Several factors would be considered in determining the existence of an employer-employee relationship between a foreign entity and a PEO-engaged workforce, a prominent one being if direct control and supervision is exercised by the foreign entity over the India-based individuals. In making the determination, courts may consider role of the entity engaging the PEO in selecting the individuals, determining their remuneration and benefits, its authority to remove/dismiss them from service or initiate disciplinary action, and its control and supervision over their day-to-day work.
Deemed employment or misclassification risk
That brings us to the intertwined issue and risk of PEO-engaged employees raising claims of deemed employment/misclassification.

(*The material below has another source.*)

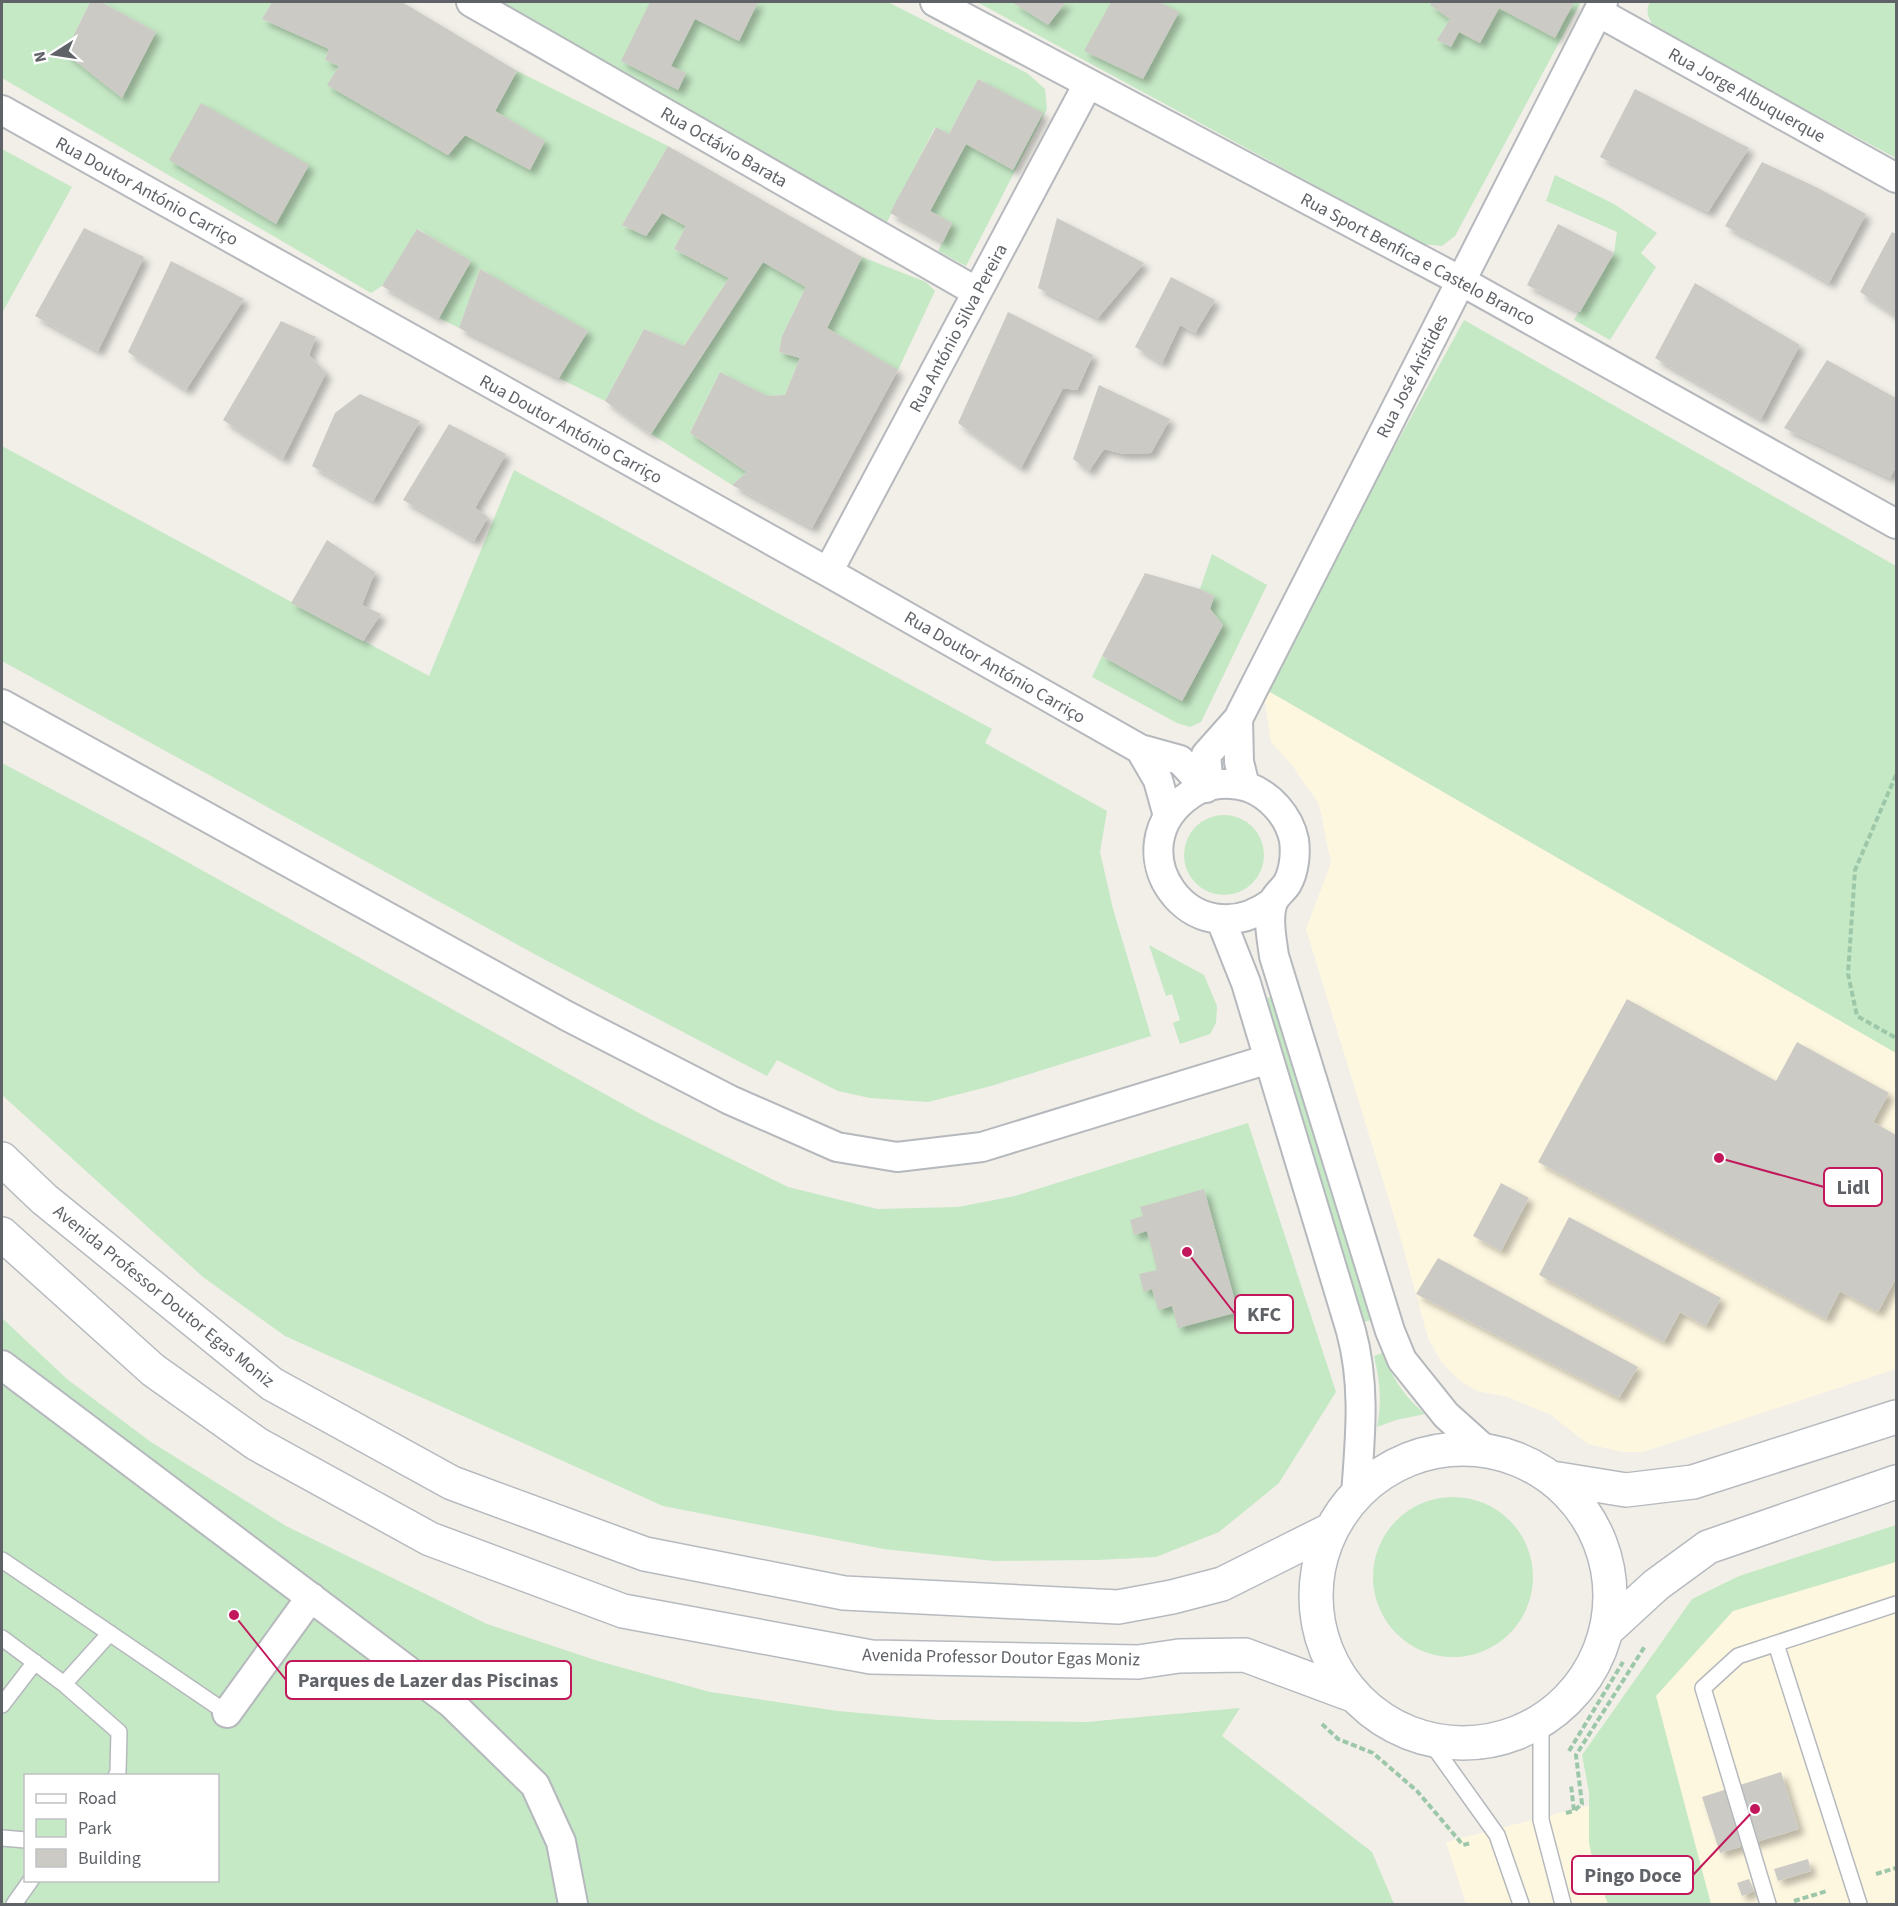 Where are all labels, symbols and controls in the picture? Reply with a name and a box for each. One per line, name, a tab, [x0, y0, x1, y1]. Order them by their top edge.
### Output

To mitigate these risks, a robust contractual agreement should include key provisions, namely:
(a) an assurance that the PEO will make timely and adequate statutory payments to employees
(b) an agreement that the foreign entity will clear its dues only once the PEO has submitted documents evidencing adequate and timely payment of wages and social security payments to employees
(c) a specification that the engagement is on a principal-to-principal basis; and
(d) minimal supervision and control by the foreign entity on employees of the PEO service provider to the extent feasible.
Permanent establishment / tax risk
If the PEO-engaged individuals are considered to be employed by the foreign entity, the foreign entity could be liable to pay tax in India through being deemed a permanent establishment. Permanent establishment analysis is fact-specific and would depend on the specific facts and circumstances of each case.
Intellectual property assignment
Another important legal aspect that warrants attention in such arrangements is the assignment of any potential intellectual property (IP) created by PEO-engaged individuals. In India, the employer is considered to be the first owner of certain categories of IP (like copyright), meaning that with consultancy/third party worker arrangements, the IP has to be specifically assigned. Therefore, having a contractual/intercompany agreement in respect of a PEO arrangement for assignment of IP becomes vital.
Employee transfers
Given that the workforce is employed by the PEO, should a corporate transaction occur at the foreign entity level, the transfer of workforce at the India level may need to be assessed by the buyer from a legal standpoint including risks related to misclassification, IP assignment, exchange controls, tax etc.
Equity-based incentives
Foreign organisations seeking to incentivise their PEO-engaged workforce by offering equity-based incentives like stock options, restricted stock units, stock appreciation rights etc, may not be able to do so under a PEO arrangement.
Conclusion
While a PEO arrangement can be an effective tool in reducing the administrative burden of a company in the process of corporate business setup or for testing Indian waters, it’s vital that the ensuing legal limitations are given considerable thought. Having a well-founded, holistic legal overview and understanding goes a long way in preventing any potential risks.
Prior to the adoption of such a hiring model, companies must assess their intent, purpose, manner, and duration for which the PEO services would be engaged to ensure mitigation of legal risks arising out of execution of a PEO arrangement in India.